Collected data:
-*-*-

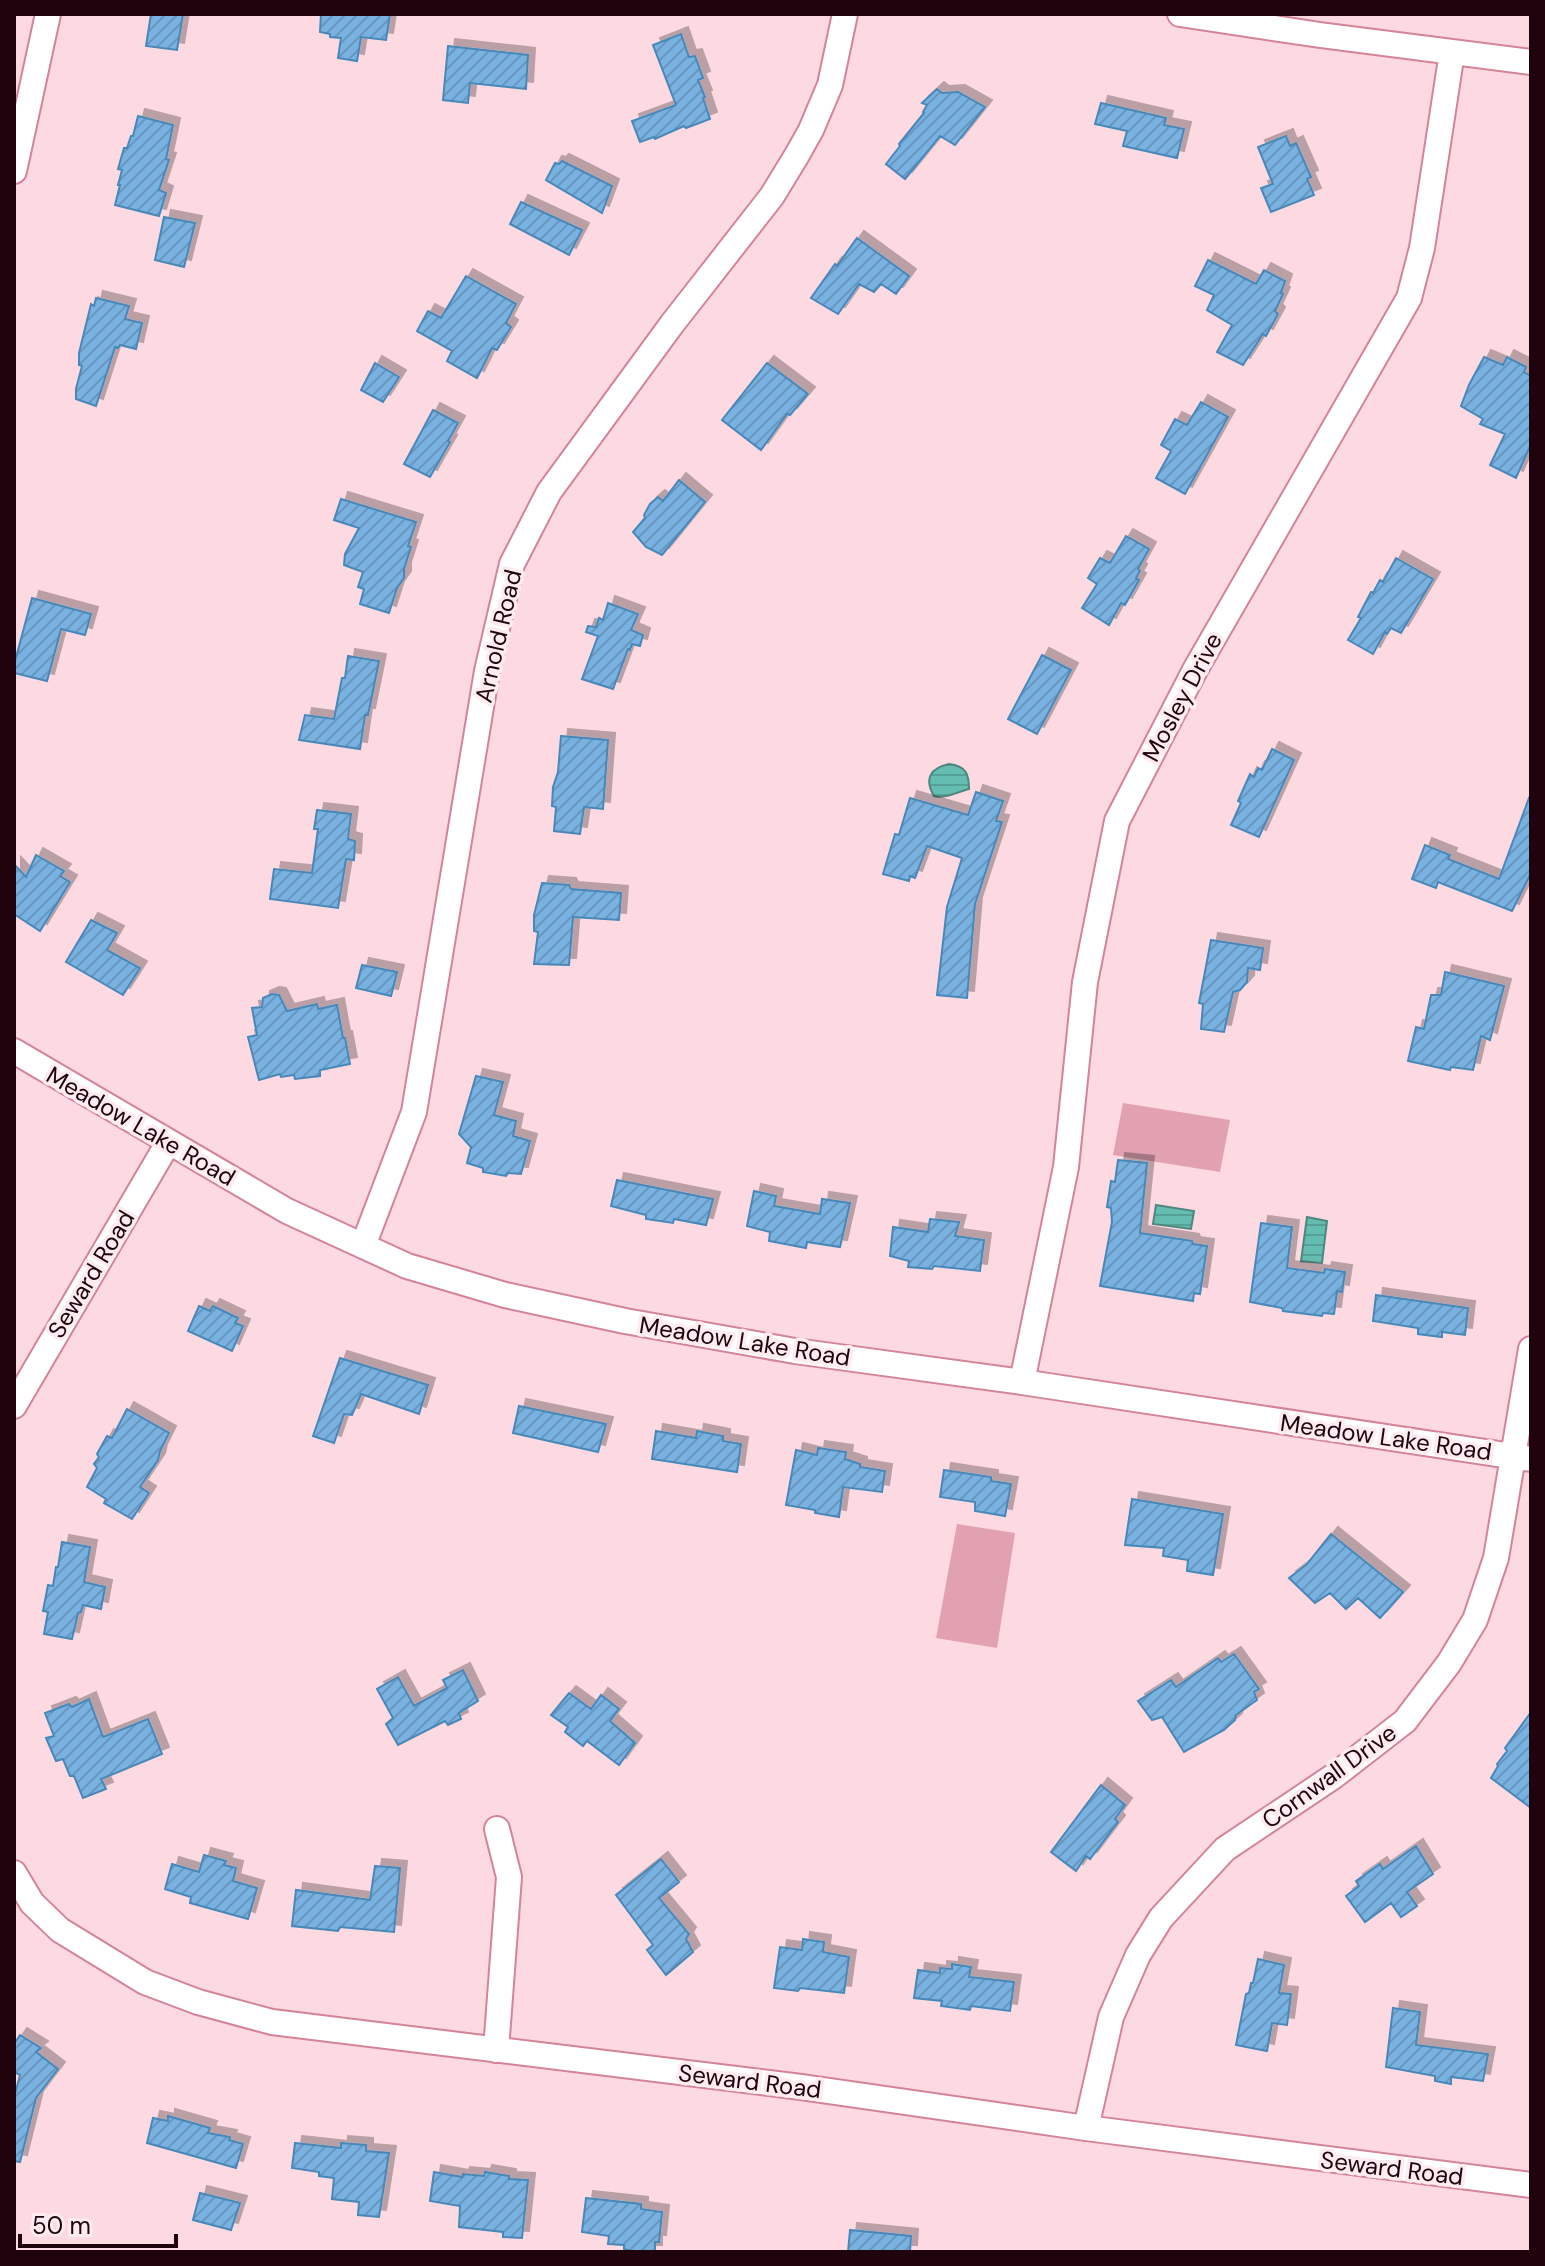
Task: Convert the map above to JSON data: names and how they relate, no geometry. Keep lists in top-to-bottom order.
{
  "streets": {
    "street": [
      "Arnold Road",
      "Mosley Drive",
      "Meadow Lake Road",
      "Seward Road",
      "Cornwall Drive"
    ]
  },
  "crossings": [
    ["Arnold Road", "Meadow Lake Road"],
    ["Mosley Drive", "Meadow Lake Road"],
    ["Meadow Lake Road", "Seward Road"],
    ["Meadow Lake Road", "Cornwall Drive"],
    ["Seward Road", "Cornwall Drive"]
  ],
  "scale_bar": "50 m"
}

-*-*-

▶ _Exercise instructions_: From the first line to the last, return the records exactly and leave the pictures behind.

▶ _Output_:
Task: Convert the map above to JSON data: names and how they relate, no geometry. Keep lists in top-to-bottom order.
{
  "streets": {
    "street": [
      "Arnold Road",
      "Mosley Drive",
      "Meadow Lake Road",
      "Seward Road",
      "Cornwall Drive"
    ]
  },
  "crossings": [
    ["Arnold Road", "Meadow Lake Road"],
    ["Mosley Drive", "Meadow Lake Road"],
    ["Meadow Lake Road", "Seward Road"],
    ["Meadow Lake Road", "Cornwall Drive"],
    ["Seward Road", "Cornwall Drive"]
  ],
  "scale_bar": "50 m"
}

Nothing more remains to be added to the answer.